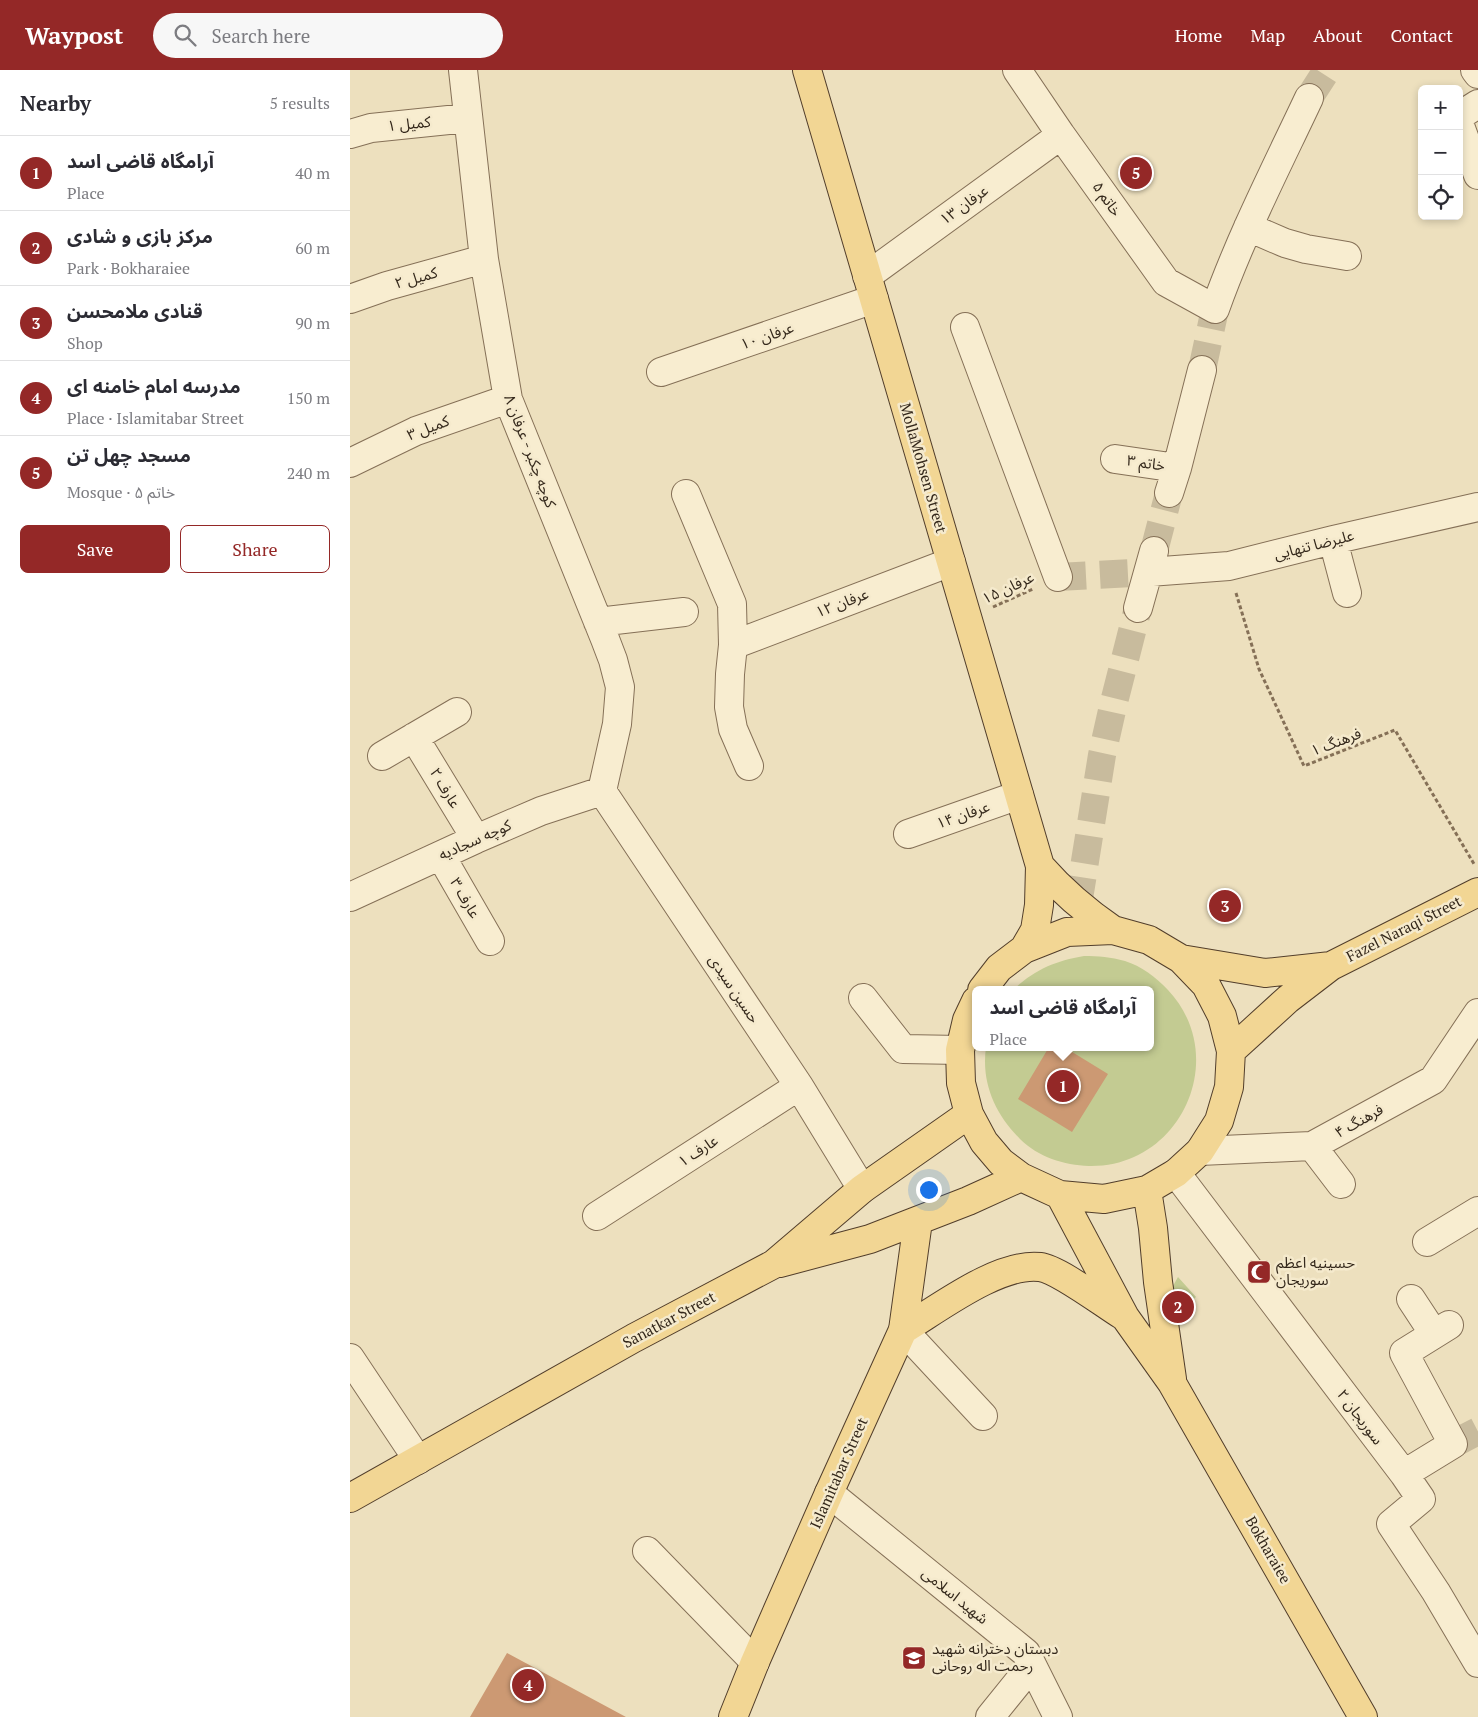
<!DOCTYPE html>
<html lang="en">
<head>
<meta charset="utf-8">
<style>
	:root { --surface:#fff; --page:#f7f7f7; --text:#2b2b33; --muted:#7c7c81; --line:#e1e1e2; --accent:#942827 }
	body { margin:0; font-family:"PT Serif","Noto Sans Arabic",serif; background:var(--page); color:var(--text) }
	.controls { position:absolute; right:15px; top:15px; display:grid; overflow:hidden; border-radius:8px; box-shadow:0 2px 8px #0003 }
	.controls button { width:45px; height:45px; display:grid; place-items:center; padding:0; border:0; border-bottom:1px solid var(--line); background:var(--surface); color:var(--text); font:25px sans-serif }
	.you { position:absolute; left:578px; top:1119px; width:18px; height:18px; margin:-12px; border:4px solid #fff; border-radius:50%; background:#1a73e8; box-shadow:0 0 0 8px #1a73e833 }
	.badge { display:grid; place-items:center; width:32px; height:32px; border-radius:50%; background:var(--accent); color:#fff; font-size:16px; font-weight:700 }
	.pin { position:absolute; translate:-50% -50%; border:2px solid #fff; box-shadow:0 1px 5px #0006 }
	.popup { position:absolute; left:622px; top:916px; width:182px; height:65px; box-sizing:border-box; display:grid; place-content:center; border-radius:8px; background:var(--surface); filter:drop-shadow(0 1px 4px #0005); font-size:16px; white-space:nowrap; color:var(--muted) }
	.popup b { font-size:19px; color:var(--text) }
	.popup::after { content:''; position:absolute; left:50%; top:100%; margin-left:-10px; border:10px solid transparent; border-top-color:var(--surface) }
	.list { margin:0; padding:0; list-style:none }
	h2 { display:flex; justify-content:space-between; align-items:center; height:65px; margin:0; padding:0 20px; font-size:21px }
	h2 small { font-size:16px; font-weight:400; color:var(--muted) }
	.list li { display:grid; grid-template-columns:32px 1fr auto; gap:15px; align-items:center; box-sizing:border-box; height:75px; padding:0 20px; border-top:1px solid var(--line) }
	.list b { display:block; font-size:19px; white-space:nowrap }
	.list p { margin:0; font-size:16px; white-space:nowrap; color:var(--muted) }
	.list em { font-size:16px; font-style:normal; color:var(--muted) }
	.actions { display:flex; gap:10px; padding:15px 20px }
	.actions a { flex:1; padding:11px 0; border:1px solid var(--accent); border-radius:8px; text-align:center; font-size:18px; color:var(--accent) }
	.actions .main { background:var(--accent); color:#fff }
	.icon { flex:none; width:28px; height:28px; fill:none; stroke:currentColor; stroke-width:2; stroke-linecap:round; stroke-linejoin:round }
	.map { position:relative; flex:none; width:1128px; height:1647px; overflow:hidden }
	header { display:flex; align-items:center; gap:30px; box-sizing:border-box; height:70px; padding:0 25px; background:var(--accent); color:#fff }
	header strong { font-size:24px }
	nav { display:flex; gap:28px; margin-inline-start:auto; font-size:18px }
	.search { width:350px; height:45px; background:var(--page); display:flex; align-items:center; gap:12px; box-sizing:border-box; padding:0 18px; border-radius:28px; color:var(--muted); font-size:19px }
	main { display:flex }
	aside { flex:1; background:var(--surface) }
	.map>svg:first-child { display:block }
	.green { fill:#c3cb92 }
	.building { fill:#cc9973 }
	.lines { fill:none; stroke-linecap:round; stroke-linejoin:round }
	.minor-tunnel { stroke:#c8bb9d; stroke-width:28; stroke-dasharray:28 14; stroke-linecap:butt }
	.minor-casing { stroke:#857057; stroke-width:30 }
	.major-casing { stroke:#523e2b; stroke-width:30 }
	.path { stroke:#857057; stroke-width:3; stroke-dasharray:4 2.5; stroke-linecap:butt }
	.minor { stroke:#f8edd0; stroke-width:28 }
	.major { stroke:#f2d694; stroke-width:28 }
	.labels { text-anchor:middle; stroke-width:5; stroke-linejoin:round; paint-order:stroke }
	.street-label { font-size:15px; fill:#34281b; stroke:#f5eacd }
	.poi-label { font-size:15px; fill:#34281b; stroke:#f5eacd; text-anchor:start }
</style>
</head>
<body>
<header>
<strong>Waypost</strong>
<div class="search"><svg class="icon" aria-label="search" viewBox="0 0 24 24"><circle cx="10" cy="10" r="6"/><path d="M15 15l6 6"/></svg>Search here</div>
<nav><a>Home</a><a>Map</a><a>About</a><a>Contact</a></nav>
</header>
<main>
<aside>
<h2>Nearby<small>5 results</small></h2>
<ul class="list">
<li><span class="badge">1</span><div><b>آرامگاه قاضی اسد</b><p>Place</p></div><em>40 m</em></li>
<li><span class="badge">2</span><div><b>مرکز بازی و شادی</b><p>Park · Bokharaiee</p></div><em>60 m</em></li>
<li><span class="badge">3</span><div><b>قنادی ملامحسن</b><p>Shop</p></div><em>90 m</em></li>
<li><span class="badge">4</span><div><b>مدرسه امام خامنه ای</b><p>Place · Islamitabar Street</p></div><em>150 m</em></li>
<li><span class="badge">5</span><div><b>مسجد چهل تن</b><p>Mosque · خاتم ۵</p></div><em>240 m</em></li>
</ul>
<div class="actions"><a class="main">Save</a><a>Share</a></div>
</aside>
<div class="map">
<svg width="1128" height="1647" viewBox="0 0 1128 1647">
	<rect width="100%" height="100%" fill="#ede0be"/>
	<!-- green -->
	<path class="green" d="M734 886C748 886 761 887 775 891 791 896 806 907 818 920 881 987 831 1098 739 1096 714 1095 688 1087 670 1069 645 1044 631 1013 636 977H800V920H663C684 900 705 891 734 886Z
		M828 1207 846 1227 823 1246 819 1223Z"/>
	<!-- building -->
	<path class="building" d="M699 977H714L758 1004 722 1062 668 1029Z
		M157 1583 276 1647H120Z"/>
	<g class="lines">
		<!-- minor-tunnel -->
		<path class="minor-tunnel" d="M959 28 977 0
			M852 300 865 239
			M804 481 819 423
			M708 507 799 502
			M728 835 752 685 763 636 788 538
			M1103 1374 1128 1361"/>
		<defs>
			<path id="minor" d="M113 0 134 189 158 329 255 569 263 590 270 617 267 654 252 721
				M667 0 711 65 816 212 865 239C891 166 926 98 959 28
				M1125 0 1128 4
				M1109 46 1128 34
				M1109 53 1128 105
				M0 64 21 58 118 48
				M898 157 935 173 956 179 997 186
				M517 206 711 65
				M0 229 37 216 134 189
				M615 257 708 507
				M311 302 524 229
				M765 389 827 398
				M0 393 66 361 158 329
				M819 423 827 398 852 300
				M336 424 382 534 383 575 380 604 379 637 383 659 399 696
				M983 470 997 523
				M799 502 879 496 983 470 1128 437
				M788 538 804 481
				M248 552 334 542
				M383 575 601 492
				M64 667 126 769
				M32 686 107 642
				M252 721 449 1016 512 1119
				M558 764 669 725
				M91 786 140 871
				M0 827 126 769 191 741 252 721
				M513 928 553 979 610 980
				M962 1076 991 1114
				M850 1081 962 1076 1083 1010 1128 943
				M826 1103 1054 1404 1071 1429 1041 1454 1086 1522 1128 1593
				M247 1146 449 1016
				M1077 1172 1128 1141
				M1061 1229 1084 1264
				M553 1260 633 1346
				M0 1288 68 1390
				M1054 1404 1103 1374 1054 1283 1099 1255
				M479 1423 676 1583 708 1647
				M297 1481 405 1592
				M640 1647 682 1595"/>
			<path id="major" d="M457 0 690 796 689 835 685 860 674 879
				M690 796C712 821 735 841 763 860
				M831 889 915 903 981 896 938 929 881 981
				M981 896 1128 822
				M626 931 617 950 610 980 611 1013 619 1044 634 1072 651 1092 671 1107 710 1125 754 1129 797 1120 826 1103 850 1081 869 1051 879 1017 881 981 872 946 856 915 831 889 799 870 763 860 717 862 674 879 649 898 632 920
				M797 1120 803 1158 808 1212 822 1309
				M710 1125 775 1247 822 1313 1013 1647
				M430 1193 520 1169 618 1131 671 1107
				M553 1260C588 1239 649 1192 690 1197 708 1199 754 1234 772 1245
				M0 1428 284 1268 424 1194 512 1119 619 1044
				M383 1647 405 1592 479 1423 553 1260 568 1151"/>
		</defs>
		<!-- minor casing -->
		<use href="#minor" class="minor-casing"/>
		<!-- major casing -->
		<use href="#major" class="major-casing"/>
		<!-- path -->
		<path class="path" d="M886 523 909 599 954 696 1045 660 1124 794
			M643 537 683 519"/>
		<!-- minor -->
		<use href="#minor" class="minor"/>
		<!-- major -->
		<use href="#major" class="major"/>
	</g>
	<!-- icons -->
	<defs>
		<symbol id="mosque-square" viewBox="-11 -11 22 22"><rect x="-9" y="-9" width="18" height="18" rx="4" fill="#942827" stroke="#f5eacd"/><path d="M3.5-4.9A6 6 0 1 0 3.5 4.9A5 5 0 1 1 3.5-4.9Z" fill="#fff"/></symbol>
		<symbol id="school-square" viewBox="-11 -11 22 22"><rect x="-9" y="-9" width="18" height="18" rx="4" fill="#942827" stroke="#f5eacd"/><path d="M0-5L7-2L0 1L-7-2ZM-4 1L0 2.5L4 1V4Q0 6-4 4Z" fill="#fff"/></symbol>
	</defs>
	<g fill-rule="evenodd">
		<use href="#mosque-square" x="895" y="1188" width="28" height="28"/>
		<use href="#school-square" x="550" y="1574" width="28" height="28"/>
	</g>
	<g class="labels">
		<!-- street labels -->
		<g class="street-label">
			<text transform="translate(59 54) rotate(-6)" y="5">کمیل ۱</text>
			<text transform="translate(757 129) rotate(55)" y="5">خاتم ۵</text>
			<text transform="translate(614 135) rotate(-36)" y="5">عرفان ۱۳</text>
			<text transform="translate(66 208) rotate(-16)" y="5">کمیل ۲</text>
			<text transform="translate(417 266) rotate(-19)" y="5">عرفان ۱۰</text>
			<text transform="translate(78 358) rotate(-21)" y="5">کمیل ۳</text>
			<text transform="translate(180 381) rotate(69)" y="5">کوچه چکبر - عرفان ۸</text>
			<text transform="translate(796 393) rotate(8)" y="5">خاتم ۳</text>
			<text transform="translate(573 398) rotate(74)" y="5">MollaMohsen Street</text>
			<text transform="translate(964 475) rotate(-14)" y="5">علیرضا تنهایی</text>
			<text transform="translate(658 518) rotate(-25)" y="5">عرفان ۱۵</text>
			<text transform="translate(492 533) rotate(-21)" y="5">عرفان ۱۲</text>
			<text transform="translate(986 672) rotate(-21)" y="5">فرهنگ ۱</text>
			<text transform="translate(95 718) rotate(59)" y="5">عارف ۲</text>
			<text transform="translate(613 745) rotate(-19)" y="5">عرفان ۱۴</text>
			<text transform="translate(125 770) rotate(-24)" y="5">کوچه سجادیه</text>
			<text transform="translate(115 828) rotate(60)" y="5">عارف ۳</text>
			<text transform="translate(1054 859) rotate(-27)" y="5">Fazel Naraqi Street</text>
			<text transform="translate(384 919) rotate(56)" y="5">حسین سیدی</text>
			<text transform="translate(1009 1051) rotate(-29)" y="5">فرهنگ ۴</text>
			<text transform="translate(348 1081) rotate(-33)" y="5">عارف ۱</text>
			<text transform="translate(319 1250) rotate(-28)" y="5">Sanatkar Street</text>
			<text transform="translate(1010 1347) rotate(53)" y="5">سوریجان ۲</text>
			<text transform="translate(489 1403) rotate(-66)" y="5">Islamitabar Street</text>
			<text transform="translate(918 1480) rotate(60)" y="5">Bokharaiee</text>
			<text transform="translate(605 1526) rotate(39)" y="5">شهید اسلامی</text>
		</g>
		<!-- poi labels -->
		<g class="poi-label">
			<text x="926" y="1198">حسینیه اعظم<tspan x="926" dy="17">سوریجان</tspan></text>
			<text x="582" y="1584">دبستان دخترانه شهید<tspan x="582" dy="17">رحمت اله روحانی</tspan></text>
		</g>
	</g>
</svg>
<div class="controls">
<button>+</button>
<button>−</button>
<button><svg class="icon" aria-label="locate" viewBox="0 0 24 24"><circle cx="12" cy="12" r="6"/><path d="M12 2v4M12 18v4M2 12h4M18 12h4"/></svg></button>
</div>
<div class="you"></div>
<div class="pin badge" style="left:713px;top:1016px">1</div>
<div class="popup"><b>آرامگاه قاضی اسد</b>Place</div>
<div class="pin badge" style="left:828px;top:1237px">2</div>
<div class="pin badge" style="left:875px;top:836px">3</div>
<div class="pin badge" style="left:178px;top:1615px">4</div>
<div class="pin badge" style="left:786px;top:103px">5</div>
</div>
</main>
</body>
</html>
=======
- [Work task]
If the word "circle" appears in a line above, copy that line.

- [Output for this task]
<div class="search"><svg class="icon" aria-label="search" viewBox="0 0 24 24"><circle cx="10" cy="10" r="6"/><path d="M15 15l6 6"/></svg>Search here</div>
<button><svg class="icon" aria-label="locate" viewBox="0 0 24 24"><circle cx="12" cy="12" r="6"/><path d="M12 2v4M12 18v4M2 12h4M18 12h4"/></svg></button>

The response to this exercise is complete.